The Mega Port Festival (大港開場) was held over the weekend of 5-6 March in Kaohsiung. The festival featured a few bands from Japan and the UK and some big name Taiwanese stars in Wu Bai and Jeannie Hsieh. However, it was largely a showcase of Taiwan’s best contemporary indie bands.
Bands played on three stages spread out along the side of the harbour in the Pier 2 Arts District (駁二藝術特區). The close proximity to the Love River and the harbour gave the festival a unique maritime feel.
With more than 40 bands playing over the two days it was impossible to see them all. I selected some of my favourites and also took some time to check out a few new bands that I hadn’t seen before.

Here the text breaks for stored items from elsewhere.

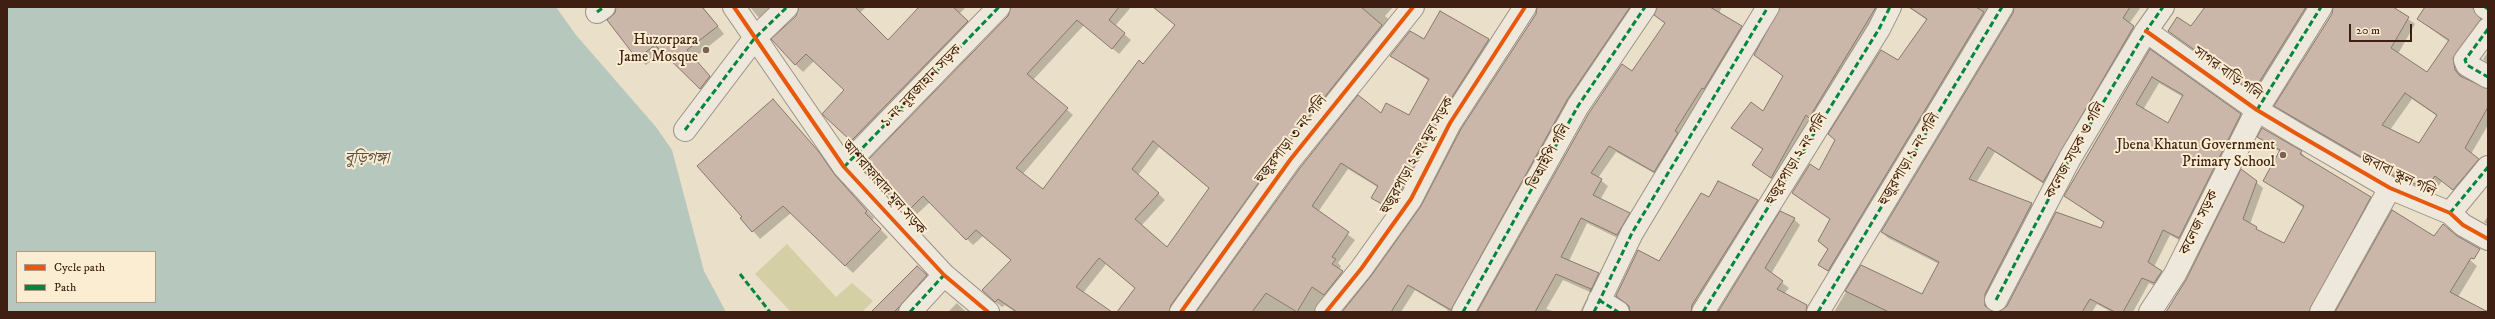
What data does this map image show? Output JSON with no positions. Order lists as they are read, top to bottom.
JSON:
{
  "streets": {
    "street": [
      "সাগর বাড়ি গলি",
      "১ নং নূরজাহান সড়ক",
      "হুজুরপাড়া ৩ নং গলি",
      "কলেজ সড়ক ও গলি",
      "হুজুরপাড়া ২ নং মূল সড়ক",
      "ভিআইপি গলি",
      "হুজুরপাড়া ২ নং গলি",
      "হুজুরপাড়া ১ নং গলি",
      "জবাবা স্কুল গলি",
      "আশরাফাবাদ মূল সড়ক",
      "কলেজ সড়ক"
    ]
  },
  "crossings": [
    ["সাগর বাড়ি গলি", "কলেজ সড়ক ও গলি"],
    ["সাগর বাড়ি গলি", "জবাবা স্কুল গলি"],
    ["সাগর বাড়ি গলি", "কলেজ সড়ক"],
    ["১ নং নূরজাহান সড়ক", "আশরাফাবাদ মূল সড়ক"]
  ],
  "water": ["বুড়িগঙ্গা"],
  "places": ["Huzorpara Jame Mosque", "Jbena Khatun Government Primary School"],
  "legend": ["Cycle path", "Path"],
  "scale_bar": "20 m"
}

Among the latter category was Selfkill, pictured above, who played some good post-rock.
There was a great diversity of musical styles in the festival. Every band seemed to attract their own crowd of fans too. The festival was well organised with all the bands playing on schedule and few of the technical problems that often occur at these type of events. Full credit must go to the organisers.
One of my favourite bands is The White Eyes. They played a typically exuberant and entertaining set. Lead singer Gao Xiao Gao always looks like she is having great fun when she performs. The White Eyes are heading to the USA later this month to play at SXSW in Austin, Texas later this month. They will be playing a Taiwan showcase event on 18 March. Some other bands who played at Mega Port will also go to SXSW including Aphasia, Tizzy Bac and Orangegrass.
A highlight of the first day was ChthoniC. They are also heading overseas this month to play some shows in the UK.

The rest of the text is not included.